PART EIGHT-

Carter- I can't quite believe this is happening, can't quite take it in. Jessie, bipolar? I keep telling myself there must be some mistake, that Kovac doesn't really know what he's talking about. I tell myself that we've been through all this before, with Harry, and found out there was nothing wrong. Besides, I wasn't this worried about Harry, I think. But that was different. Abby was the one who noticed it, I could push my fear aside saying she was just being paranoid: she's always worried about it, even before we had any kids. This time it was Kovac, I can't kid myself that he only saw it because he was being paranoid. She's not his kid, and he's never had to deal with anyone with bipolar disorder either.

Not that I have. But I've seen what it does to Abby, and I don't like that. I saw her with her mother, the pain that it caused was obvious. And then the whole things with Harry. Until we'd had that consultation, and it was confirmed that he wasn't bipolar, the Abby that I know was gone. She's gone again now, and the thought that the 'real' Abby could be lost is almost as terrifying as the possibility that my daughter has bipolar disorder.

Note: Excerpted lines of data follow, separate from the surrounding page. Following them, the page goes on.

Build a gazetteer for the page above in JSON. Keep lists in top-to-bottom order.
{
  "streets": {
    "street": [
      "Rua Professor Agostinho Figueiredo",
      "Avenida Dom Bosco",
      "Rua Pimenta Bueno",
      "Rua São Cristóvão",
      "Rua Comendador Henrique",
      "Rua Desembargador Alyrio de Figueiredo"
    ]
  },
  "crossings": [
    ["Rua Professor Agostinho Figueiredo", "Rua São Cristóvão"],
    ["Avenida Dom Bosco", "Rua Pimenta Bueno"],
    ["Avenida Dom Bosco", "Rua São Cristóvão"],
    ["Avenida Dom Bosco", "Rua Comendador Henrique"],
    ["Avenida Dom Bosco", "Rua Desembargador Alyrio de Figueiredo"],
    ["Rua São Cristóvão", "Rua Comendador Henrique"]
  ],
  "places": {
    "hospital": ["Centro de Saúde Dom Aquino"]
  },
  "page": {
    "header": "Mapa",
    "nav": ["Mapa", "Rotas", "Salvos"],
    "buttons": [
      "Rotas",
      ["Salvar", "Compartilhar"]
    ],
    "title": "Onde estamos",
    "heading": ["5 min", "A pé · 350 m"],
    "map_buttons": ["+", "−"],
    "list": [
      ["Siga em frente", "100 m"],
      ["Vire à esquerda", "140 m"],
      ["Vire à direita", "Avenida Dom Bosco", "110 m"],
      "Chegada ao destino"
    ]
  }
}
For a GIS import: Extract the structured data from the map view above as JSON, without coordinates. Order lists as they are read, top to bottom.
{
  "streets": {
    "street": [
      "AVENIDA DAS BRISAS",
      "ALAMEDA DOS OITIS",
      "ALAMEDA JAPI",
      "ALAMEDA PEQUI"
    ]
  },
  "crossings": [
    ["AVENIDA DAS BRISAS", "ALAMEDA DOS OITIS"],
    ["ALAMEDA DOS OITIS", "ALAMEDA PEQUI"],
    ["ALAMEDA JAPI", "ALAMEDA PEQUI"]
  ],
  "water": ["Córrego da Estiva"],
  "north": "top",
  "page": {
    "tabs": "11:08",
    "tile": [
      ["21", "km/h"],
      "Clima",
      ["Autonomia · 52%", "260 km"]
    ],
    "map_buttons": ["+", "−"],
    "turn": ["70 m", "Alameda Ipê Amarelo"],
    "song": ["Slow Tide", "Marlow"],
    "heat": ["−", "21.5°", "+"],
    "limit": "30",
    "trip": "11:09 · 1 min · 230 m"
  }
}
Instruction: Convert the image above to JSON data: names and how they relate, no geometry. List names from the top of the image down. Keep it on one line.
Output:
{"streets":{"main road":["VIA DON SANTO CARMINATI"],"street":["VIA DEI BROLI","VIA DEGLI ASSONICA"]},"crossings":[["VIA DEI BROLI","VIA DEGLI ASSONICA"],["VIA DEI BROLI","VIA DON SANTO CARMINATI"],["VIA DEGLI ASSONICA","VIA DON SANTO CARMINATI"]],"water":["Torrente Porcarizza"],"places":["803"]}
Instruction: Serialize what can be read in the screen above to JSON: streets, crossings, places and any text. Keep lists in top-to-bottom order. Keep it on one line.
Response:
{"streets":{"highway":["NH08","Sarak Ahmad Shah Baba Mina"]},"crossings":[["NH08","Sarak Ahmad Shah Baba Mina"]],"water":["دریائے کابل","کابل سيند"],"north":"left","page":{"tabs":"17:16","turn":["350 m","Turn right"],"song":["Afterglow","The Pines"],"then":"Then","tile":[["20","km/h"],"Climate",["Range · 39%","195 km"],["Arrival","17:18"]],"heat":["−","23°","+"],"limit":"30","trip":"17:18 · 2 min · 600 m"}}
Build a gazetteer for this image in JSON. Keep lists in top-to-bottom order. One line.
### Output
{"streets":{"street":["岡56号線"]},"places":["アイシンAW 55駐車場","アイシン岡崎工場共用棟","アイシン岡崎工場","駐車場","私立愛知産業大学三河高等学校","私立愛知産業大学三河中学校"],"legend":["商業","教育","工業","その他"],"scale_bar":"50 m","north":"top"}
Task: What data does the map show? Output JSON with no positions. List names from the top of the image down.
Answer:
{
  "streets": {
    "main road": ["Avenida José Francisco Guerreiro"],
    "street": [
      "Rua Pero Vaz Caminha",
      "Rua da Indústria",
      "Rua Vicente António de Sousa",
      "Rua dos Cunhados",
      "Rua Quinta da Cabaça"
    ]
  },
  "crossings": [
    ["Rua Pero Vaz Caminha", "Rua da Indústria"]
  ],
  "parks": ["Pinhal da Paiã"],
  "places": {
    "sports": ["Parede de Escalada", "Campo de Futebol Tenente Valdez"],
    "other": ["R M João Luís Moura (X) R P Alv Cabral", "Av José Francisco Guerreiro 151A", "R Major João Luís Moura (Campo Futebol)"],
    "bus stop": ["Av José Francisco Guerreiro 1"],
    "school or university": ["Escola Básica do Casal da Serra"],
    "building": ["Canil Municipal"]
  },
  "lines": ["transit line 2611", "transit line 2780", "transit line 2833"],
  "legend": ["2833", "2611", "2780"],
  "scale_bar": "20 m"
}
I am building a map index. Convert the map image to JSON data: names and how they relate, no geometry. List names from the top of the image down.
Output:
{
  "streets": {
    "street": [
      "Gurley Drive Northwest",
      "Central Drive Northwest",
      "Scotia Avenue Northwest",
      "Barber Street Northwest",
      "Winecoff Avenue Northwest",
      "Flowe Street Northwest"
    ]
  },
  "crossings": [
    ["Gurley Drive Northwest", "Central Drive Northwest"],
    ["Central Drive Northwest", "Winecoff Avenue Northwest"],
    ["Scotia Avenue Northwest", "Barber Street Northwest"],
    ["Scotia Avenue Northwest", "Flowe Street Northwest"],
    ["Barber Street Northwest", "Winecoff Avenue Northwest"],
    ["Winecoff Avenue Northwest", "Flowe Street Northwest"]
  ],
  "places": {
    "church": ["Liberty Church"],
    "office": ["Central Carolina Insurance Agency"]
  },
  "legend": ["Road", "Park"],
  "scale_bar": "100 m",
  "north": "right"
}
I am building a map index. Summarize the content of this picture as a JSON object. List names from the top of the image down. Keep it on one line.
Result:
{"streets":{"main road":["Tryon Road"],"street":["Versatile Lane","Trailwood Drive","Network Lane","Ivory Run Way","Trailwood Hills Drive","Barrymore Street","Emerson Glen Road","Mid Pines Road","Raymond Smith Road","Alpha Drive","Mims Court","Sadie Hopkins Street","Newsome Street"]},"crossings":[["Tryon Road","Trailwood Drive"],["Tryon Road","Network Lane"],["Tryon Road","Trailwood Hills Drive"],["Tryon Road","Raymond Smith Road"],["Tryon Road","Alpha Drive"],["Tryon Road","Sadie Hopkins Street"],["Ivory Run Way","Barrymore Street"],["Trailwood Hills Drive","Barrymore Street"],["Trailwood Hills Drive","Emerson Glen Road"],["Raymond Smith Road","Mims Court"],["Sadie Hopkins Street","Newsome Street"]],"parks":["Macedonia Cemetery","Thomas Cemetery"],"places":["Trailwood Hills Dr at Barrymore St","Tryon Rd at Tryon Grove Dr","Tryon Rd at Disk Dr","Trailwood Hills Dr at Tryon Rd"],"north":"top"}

It's so hard, seeing Abby like that. I know she's seeing in her mind all the things her mother's done, except with Jess. And to tell the truth, it's hard not to imagine those things myself. Soon we'll find out the truth, and we can only hope it's good news.

But what if it's not good news? What will that do to us, out little family? I guess that's already happening. Until we find out otherwise, Jess is bipolar. Abby spends her whole time worrying about what's going to happen, and how she's going to cope. Jess can see that her Mum's worried, and I know that upsets her. I try to reassure them both that we're going to be okay, everything's going to be fine. But that's hard when I'm not even sure I believe it myself. Harry. Everyone seems to forget about Harry. The two of them have always fought for attention, and right now he'd not getting it. What sort of father am I, forgetting about my son just because my daughter's ill?

Just like my parents. They weren't there for me because they were so busy grieving over Bobby. At times I don't think they even remembered they had another son. I know they still loved me, but they had a strange way of showing it. They weren't there to praise me when I got a good report at school, or help me out when I'd get in trouble. They weren't there to congratulate me on getting into med. school, or to tell me to keep going when I felt like quitting. They weren't there for me when I was stabbed, when my friend was killed, when I got addicted to drugs. Why? Because Bobby died. I loved my brother, and I miss him, but at times I hate him, because just by dying, he took my parents away from me.

No, I'm not going to be like them. Harry will know he's loved, even if Jess does have bipolar disorder. I'm going to do all the things with Harry that my Dad never did with me. And with Jess. Just because she may have a psychological disorder doesn't mean she can't have dun. I may not know what it was like to have a father after Bobby died, but my kids are going to have one. And a good one at that.